Success is often accomplished in a team. At The Morning News, one long-running and successful team is that of Robert Birnbaum and Rosie, his faithful canine companion and co-interviewer, who passed away on July 22, 2008.
All text and images © Robert Birnbaum, all rights reserved
Five years ago I discovered the work of Percival Everett and among others of his books I read God’s Country, his hilarious send-up of the American West. As the novel begins Curt Marder, one of the protagonists, loses his farm, his wife and his dog to marauders. As the narrative continues, Marder relates his tale of woe to various listeners—and each person responds, “That’s too bad about your dog.”
This past week one of the bad dreams of family life became real and I had to put down my lovely, nearly 12-year-old yellow Labrador, Rosie. The previous Friday, she became symptomatic and on Tuesday X-rays showed two large masses strangling her intestines. The attending veterinarian gave me the terrible news, which left no reasonable alternative but to end Rosie’s suffering.
My son Cuba and his mother Robin and I went to the hospital, Angell Medical Center in Boston, to say good-bye to our splendid and steadfast friend. The doctor, Alayson Phelps, who was so helpfully clear and incredibly compassionate, told us that all the nurses had fallen in love with Rosie and were distressed that nothing could be done for her. We spent some time with Rosie, who was on pain medication and somewhat disoriented, and then Cuba and I left the room and Dr. Phelps went in and (as Robin tells it) kissed Rosie on the head a few times and then put her gently to sleep.
Rosie was my constant companion during her short life. (I think there is a song that says, “When you are in love, life is not long enough.”) She made the acquaintance of and a good impression upon many of the writers I spoke with over the years—George Saunders, Jonathan Safran Foer, Jonathan Lethem, Richard Ford, Ann Packer, Jim Harrison, Thomas McGuane, and Andrea Barrett to name a few.
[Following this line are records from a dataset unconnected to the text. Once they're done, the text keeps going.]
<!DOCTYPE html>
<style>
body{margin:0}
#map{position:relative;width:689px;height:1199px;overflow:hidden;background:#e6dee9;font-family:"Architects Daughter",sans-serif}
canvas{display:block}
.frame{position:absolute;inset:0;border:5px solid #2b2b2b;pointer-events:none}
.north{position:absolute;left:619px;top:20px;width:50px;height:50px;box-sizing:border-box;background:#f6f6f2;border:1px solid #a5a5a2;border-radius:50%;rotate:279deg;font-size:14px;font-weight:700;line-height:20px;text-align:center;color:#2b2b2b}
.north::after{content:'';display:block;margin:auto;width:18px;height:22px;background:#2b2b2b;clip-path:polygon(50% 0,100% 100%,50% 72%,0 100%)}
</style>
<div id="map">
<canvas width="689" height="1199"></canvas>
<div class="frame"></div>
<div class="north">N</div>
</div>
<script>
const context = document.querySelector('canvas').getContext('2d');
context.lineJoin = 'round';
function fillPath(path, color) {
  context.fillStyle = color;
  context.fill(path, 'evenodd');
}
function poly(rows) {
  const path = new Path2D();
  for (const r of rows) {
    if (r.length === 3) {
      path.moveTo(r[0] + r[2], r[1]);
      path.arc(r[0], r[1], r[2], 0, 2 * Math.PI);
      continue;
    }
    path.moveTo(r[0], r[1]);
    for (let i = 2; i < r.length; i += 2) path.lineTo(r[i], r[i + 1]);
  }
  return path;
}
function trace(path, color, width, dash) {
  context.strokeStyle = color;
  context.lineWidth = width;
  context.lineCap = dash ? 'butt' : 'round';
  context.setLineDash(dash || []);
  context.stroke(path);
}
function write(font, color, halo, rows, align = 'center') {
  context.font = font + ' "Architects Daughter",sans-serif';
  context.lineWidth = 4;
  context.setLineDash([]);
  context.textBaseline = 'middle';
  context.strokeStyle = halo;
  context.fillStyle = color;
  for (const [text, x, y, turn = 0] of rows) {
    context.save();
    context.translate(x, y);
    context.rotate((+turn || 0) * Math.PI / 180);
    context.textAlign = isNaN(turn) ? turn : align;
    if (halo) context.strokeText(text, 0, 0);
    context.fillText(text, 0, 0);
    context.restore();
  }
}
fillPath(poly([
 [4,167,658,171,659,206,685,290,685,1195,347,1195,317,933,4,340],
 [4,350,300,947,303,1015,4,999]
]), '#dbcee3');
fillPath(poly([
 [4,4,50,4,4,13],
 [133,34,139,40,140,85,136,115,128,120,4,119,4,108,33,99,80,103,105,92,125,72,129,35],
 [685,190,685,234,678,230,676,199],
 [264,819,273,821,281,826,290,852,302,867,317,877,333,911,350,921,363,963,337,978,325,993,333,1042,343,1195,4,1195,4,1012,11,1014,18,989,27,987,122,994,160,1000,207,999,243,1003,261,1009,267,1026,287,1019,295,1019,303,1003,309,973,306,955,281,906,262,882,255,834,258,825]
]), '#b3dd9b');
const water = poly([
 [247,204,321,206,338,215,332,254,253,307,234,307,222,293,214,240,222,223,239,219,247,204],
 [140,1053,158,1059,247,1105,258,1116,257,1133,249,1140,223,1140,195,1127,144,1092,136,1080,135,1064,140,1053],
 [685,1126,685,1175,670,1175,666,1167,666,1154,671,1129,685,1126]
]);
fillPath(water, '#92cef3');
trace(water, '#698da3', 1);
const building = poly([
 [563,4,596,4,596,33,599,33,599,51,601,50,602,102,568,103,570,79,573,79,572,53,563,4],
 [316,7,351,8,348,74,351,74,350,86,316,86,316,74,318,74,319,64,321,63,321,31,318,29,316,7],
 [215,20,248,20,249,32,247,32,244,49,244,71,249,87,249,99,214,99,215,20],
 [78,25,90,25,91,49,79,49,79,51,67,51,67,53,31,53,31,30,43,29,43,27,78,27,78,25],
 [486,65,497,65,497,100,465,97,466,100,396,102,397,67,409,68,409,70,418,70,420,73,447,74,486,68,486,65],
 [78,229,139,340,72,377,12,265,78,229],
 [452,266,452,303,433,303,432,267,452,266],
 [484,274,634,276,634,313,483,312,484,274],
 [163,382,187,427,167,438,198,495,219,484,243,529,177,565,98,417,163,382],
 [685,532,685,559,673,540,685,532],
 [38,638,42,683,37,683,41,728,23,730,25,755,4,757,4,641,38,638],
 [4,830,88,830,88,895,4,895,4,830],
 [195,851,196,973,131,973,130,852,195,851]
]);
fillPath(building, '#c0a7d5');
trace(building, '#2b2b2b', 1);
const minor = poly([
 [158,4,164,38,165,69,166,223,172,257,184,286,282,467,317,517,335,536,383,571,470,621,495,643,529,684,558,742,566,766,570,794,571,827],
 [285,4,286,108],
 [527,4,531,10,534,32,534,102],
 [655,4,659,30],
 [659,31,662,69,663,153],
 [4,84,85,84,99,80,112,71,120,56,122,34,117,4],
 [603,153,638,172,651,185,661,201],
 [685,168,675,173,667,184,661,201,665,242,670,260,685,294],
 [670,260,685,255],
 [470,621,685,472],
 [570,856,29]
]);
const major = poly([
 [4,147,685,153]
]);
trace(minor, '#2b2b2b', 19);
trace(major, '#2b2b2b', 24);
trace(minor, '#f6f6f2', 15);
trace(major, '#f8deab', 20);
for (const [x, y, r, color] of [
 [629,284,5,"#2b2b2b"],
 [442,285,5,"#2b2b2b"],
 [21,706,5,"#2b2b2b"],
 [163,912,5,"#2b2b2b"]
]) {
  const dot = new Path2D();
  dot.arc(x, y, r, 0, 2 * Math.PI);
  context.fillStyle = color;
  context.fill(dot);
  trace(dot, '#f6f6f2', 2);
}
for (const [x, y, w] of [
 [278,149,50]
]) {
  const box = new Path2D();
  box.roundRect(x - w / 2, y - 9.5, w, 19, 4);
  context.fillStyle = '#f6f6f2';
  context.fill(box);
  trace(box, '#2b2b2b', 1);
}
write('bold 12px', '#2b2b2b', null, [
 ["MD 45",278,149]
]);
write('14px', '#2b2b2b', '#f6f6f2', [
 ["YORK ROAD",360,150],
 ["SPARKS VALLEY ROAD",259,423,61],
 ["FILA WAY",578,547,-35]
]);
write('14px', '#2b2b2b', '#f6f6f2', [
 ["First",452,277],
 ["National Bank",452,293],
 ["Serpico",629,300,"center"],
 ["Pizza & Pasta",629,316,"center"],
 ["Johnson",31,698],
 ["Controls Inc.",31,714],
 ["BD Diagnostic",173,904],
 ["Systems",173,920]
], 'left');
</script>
Her presence during those conversations occasionally opened a window of discourse and always provided a pleasant hum of tranquility.
Walking down the street or sitting outside with Rosie, I was frequently approached by strangers asking if they could pet her—it was a nourishing feeling to see contact with Rosie providing something good to other people. When my dear friend Michael was in and out and back in the hospital with fatal brain tumors, Rosie’s visits buoyed him, the nursing staff and everyone she came across. She and I were present when it was time to let him go—I don’t know that I could have dealt with that without her help.
The past few days have been dreadfully sad. You never truly know how big a space someone occupies in your life until they are not there. My 10-year-old son Cuba, grew up with Rosie and, as you would expect from a sweet loving child, has been deflated by Rosie’s passing. Robin and I are doing marginally better—cherishing our memories of what a beautiful spirit and calm steady presence our great good girl was.